All these wonderful things did the markets progress and the dollar regress.
In Europe the worries continued about Greece where Private Sector Involvement in the form of getting rid of c. € 100 billion of debts, while the worries also grew about Portugal. The ten year rates of Italy declined to an anaemic 6% and in Spain to below 5%.
In Germany the IFO was very good, the growth in the first quarter in Germany is very likely positive, but in France the INSEE was a mess. In Spain the unemployment rate rose to an disappointing 22.9% (reason for Fitch to lower its rating).
The growth of M3 in the Eurozone was only 1.6%, far below the norms of the old BUBA and the ECB ought to repair this with quantitative easing but the market doesn’t believe this, see the stronger euro last week.

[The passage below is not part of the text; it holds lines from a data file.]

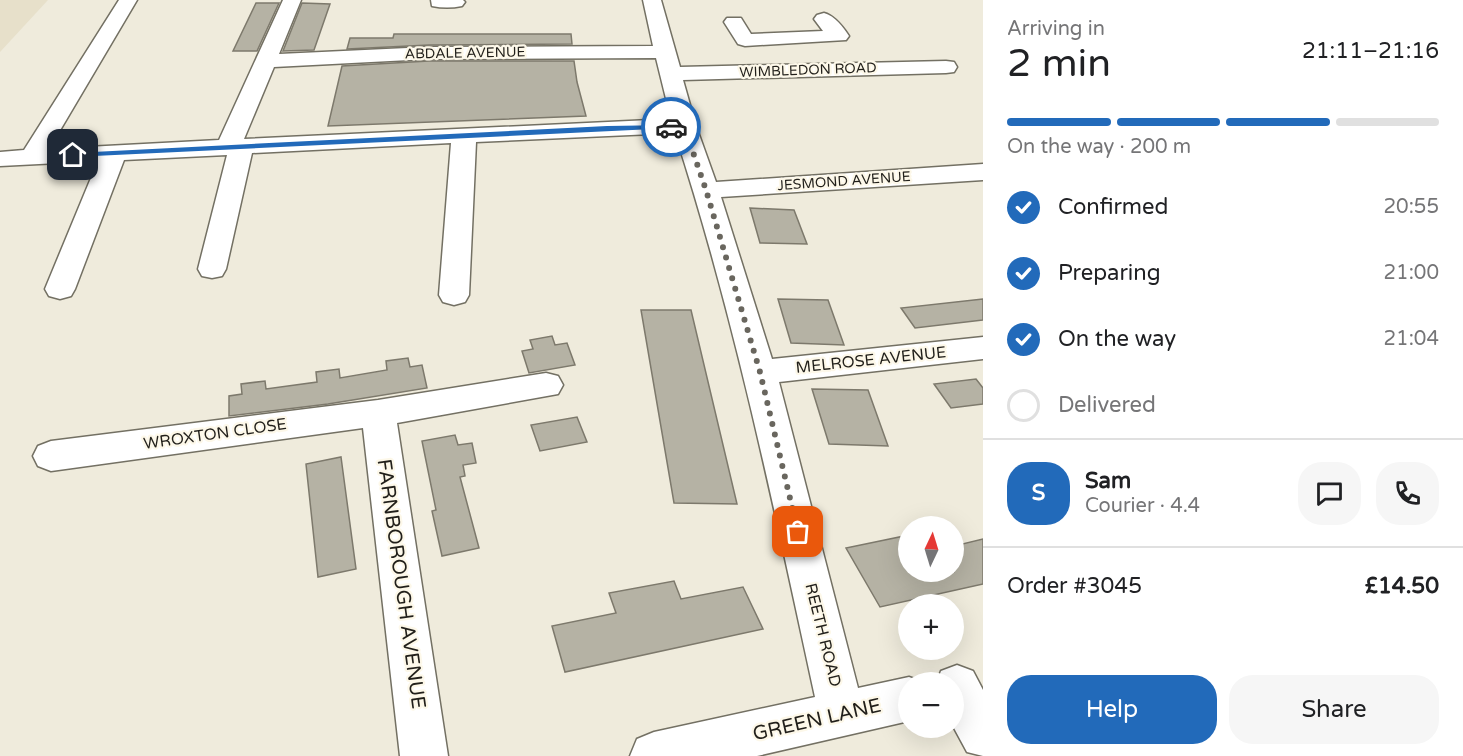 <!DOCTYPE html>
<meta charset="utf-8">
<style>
body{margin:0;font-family:"Varela Round",sans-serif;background:#f6f6f6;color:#202124;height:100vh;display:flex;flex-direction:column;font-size:22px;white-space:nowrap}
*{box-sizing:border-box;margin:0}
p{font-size:20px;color:#757577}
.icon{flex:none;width:33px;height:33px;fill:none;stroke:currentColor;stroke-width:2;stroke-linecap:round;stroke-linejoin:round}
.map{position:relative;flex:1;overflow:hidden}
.drawer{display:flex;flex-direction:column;background:#fff;width:480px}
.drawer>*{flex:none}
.needle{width:39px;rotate:4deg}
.controls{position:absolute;left:898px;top:516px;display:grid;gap:12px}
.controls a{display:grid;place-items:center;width:66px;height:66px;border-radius:50%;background:#fff;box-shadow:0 6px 24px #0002;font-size:30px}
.pin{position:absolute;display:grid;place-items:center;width:51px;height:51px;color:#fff;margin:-26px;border-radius:12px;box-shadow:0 3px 9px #0006}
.courier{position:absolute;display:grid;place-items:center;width:60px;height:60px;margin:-30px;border:4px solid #226aba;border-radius:50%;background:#fff;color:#222;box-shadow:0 2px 8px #0007}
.headline em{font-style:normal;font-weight:600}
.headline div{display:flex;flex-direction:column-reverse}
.headline{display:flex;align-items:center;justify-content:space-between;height:102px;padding:0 24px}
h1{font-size:39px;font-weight:600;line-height:45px}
.bar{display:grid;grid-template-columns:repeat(4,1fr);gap:9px 6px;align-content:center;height:72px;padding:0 24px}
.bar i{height:8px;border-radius:4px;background:#e0e0e0}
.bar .selected{background:#226aba}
.bar p{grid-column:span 4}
.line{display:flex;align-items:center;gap:15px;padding:0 24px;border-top:2px solid #e0e0e0}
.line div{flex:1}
.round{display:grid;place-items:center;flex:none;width:63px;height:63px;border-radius:24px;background:#f6f6f6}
ol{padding:0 24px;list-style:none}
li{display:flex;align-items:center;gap:18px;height:66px}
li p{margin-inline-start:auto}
li .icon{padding:6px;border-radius:50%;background:#226aba;color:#fff;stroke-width:4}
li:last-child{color:#757577}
li i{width:33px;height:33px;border:3px solid #e0e0e0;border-radius:50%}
.primary-button{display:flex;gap:12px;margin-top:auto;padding:12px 24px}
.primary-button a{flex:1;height:69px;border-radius:24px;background:#226aba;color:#fff;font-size:24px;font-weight:600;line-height:69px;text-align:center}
.primary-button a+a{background:#f6f6f6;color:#202124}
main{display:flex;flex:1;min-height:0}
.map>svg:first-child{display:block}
</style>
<main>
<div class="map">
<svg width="983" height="756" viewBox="0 0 983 756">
<rect width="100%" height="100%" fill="#efebdc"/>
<path fill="#e7e0ca" d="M0,0H48L0,52Z"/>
<path fill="#b5b2a4" stroke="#7d796c" stroke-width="1.5" d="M256,3H279L257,51H233Z
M302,3L330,4L314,50L283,51Z
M394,34H571L572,44L429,45L347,49L350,38H393Z
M429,61H574L577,82L586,116L328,126L342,66Z
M750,208L794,210L807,244L760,243Z
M778,299L828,300L844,345L791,343Z
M983,299V320L915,328L901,308Z
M641,310H691L737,504L674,503Z
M552,336L555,345L567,343L575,365L529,373L522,351L533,349L530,340Z
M408,358L410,367L422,365L427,388L328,404L229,416V396L242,394L241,384L265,381L266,389L317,382L316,372L339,369L340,378L387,370L386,361Z
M976,379L983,388V404L951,408L934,384Z
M812,389L868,390L888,446L829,444Z
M577,417L587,442L540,451L531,425Z
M455,435L458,445L472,443L476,463L463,465L465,476L460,477L479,548L442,556L432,511L436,510L422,441Z
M341,457L356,569L318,577L306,464Z
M909,535V572H954V546L983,539V584L880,607L846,548Z
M674,581L681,599L743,587L763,629L565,672L552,626L616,613L609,593Z"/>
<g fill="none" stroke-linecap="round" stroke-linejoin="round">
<g stroke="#737063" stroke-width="3">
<path id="minor" d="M119,0H137L49,149L219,140L283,0H301L279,54L429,47L653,46L643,0H661L680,67L946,61L954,62L957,67L954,72L946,73L683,80L696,126L716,182L983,164V180L721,197L772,359L983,337V359L779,382L858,688L909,677L923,682H909V721L757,756H630L637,739L654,732L815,697C774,508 735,318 675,133L476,142L469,295L465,302L454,305L443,302L439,295L451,143L252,153L226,269L222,276L212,278L202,276L198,269L227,155L124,160L75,289L71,296L60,299L49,296L45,289L98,161L0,166V152L24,150ZM656,58L671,119L244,139L274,67L429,59Z
M431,0H463L465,2L462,6C452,8 442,8 432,6Z
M824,13C835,16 843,27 849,36L846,40L745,46L738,44L724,22L727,18H741L751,34L823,31L814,19L817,15Z
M546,373L558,376L563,385L558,394L397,423L448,756H400L363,428L51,471L38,466L33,456L38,446L51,441L378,400Z
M957,665L973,671L983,690V756L967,752L954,728V682H937L941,671Z"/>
</g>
<use href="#minor" fill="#fff" fill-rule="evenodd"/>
</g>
<path fill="#226aba" d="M671,125L674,128L73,157L69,155L73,153L607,126Z"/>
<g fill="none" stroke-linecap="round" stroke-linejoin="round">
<path stroke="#69665e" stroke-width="6" stroke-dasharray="0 10.8" d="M671,127L684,126L706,190L760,372L798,532"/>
</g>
<g text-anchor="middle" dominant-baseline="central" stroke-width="4.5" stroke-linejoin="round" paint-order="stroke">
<g font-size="14" fill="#211f1a" stroke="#fdf8e9">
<text transform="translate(465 53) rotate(-1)">ABDALE AVENUE</text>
<text transform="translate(808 70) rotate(-2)">WIMBLEDON ROAD</text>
<text transform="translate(844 181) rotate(-4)">JESMOND AVENUE</text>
</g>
<g font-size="16" fill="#211f1a" stroke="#fdf8e9">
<text transform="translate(871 360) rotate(-6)">MELROSE AVENUE</text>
<text transform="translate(215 434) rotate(-8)">WROXTON CLOSE</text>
<text transform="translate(823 635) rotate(76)">REETH ROAD</text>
</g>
<g font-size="20" fill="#211f1a" stroke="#fdf8e9">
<text transform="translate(401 584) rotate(82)">FARNBOROUGH AVENUE</text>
<text transform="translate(817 720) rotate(-13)">GREEN LANE</text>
</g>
</g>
</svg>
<div class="controls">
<a><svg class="needle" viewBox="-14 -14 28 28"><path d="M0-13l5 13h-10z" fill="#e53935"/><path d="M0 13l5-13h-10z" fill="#757577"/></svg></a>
<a>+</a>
<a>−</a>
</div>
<div class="pin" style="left:798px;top:532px;background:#ea580c"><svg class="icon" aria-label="bag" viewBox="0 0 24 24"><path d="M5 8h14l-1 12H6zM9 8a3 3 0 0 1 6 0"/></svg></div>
<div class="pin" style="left:73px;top:155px;background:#1f2937"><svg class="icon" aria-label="home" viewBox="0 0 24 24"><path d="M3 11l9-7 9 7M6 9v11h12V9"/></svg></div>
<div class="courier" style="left:671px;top:127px"><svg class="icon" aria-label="car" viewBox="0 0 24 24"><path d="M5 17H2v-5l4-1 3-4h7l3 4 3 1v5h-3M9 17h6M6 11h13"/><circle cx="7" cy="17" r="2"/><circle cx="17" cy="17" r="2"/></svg></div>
</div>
<section class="drawer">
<div class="headline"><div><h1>2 min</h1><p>Arriving in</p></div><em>21:11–21:16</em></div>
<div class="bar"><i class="selected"></i><i class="selected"></i><i class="selected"></i><i></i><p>On the way · 200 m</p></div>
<ol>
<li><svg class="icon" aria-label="check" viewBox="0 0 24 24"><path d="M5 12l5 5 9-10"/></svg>Confirmed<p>20:55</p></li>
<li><svg class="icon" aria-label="check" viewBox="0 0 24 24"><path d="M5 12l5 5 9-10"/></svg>Preparing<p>21:00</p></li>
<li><svg class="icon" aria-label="check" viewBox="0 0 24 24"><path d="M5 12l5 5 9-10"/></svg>On the way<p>21:04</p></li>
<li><i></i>Delivered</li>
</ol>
<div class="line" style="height:108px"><b class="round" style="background:#226aba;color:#fff">S</b><div><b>Sam</b><p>Courier · 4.4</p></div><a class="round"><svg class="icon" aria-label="chat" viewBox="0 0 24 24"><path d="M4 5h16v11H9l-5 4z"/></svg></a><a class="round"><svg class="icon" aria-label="phone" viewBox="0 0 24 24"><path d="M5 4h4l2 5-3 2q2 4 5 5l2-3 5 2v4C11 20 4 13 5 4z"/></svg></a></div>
<div class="line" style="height:78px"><div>Order #3045</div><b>£14.50</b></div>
<div class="primary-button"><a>Help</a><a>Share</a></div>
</section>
</main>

In the US the orders for durable goods rose a strong 3% and together with a higher Richmont Fed Manufacturing index this points to a higher ISM this week. The new leading indicators rose 0.4% and the Chicago Activity Index (a repository of about 80 surveys about the US economy) was positive again, implying near or a bit above trend growth. The housing market indicators were weak.
The growth of the GDP in the fourth quarter was with 2.8% a bit below consensus (mainly because of defence spending subtracting 0.7% from growth) and 1.9% was caused by inventories what was dismayed by the markets.
A lot of central banks of Emerging Markets were in a mood to easse monetary policy. Thailand lowered the rates, India the reserve requirement ration. Brazil indicated to lower rates further. China disappointed (not at all surprisingly) by not lowering the reserve requirement ratio as a new year wish.
The profit season is a bit disappointing in the US (main reason the strong dollar), especially revenues are lower than expected and the guidance is not in the direction of prosperity. The numbers are not that bad (especially technology, industrials and materials surprised very positively, but energy, staples, telecom and utilities negatively). In Europe the profit numbers were also a bit disappointing, while you could have expected some help of the lower euro.
Several sentiment indicators are showing now a bit too much optimism.